En el campo intelectual destacaba la Universidad de Antioquia, que ofrecía el bachillerato y las carreras de Derecho y Medicina, pues la de Ingeniería se había separado para formar la Escuela de Minas. Los periódicos abundaban y funcionaban más como medios de expresión de ideas que como canales de noticias. La mayoría desaparecía después de unos pocos números. Si bien los escritores proliferaban, el ambiente intelectual era marcadamente tradicionalista. En política predominaban las ideas conservadoras. La Iglesia católica tenía gran influencia en la vida social. La importante tertulia de Antonio José “El Negro” Cano convocaba a los principales artistas, literatos y políticos.
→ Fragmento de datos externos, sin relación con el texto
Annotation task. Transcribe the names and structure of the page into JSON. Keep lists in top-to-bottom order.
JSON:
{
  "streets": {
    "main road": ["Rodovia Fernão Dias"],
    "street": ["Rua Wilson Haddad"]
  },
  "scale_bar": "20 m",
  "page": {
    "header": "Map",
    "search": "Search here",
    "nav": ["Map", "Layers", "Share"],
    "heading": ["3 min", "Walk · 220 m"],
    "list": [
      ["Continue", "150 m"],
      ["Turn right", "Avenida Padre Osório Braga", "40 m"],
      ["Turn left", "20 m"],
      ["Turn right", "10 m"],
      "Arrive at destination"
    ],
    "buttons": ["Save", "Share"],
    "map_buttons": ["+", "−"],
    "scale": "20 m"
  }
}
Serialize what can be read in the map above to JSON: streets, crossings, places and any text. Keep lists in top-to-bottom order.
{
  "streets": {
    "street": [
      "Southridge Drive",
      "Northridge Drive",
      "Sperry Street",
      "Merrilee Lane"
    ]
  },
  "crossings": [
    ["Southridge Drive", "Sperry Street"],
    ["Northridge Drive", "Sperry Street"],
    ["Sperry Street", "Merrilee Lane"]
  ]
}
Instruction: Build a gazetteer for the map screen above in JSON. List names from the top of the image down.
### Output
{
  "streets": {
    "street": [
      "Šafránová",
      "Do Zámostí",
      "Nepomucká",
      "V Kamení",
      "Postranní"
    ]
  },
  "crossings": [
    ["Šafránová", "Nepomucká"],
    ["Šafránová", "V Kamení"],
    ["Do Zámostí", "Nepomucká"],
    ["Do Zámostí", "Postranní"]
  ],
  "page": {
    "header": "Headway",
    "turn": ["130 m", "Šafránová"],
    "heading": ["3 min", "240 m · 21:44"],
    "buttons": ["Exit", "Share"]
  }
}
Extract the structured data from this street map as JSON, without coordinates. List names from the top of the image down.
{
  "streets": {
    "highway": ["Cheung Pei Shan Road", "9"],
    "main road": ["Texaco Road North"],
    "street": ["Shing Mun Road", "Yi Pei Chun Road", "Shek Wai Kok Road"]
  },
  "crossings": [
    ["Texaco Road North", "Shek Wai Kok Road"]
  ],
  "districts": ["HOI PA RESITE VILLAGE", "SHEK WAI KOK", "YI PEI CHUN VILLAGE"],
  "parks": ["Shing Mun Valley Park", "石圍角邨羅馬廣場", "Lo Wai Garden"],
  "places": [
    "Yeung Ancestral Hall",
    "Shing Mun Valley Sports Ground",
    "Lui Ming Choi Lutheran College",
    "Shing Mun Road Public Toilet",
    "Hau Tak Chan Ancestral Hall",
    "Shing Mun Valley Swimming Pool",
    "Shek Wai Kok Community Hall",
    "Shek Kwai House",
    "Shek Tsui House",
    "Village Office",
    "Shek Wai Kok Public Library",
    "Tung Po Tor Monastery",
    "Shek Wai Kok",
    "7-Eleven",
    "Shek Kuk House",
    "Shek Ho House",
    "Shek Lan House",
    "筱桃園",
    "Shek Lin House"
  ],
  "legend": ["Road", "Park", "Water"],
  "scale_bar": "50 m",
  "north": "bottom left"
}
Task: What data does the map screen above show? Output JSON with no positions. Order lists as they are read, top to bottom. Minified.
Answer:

En ese pueblo grande con incipientes pretensiones de ciudad, un grupo de muchachos empezó a reunirse a finales de 1914 en las bancas del parque de Bolívar a tertuliar, a discutir y elucubrar sobre la vida, la filosofía, la cultura y las artes. Inicialmente eran diez, a saber: León de Greiff, poeta, nacido en Medellín; Ricardo Rendón, poeta, dibujante y caricaturista, nacido en Rionegro; Teodomiro Isaza, pintor y caricaturista, nacido en Medellín; Félix Mejía Arango, dibujante y estudiante de Arquitectura, futuro senador de la República y alcalde de Medellín, nacido en Concepción; Jorge Villa Carrasquilla, poeta, estudiante de ingeniería y futuro empresario, nacido en Ibagué; Eduardo Vasco Gutiérrez, poeta y estudiante de Medicina, nacido en Titiribí; Libardo Parra Toro, poeta, cronista y músico, nacido en Valparaíso; Ramiro Jaramillo Arango, literato y futuro industrial, nacido en Sonsón; Jesús Restrepo Olarte, poeta, futuro bolsista y profesor de la Escuela de Minas, nacido en Medellín, y Bernardo Martínez Toro, estudiante de música y de medicina, futuro comerciante, nacido en Medellín. Después se les unirían Fernando González, filósofo autodidacta, futuro abogado, de Envigado; José Manuel Mora Vásquez, escritor, estudiante de Derecho, quien sería representante a la Cámara, rector de la Universidad de Antioquia y magistrado, nacido en Medellín, y José Gaviria Toro, poeta y músico, de Medellín.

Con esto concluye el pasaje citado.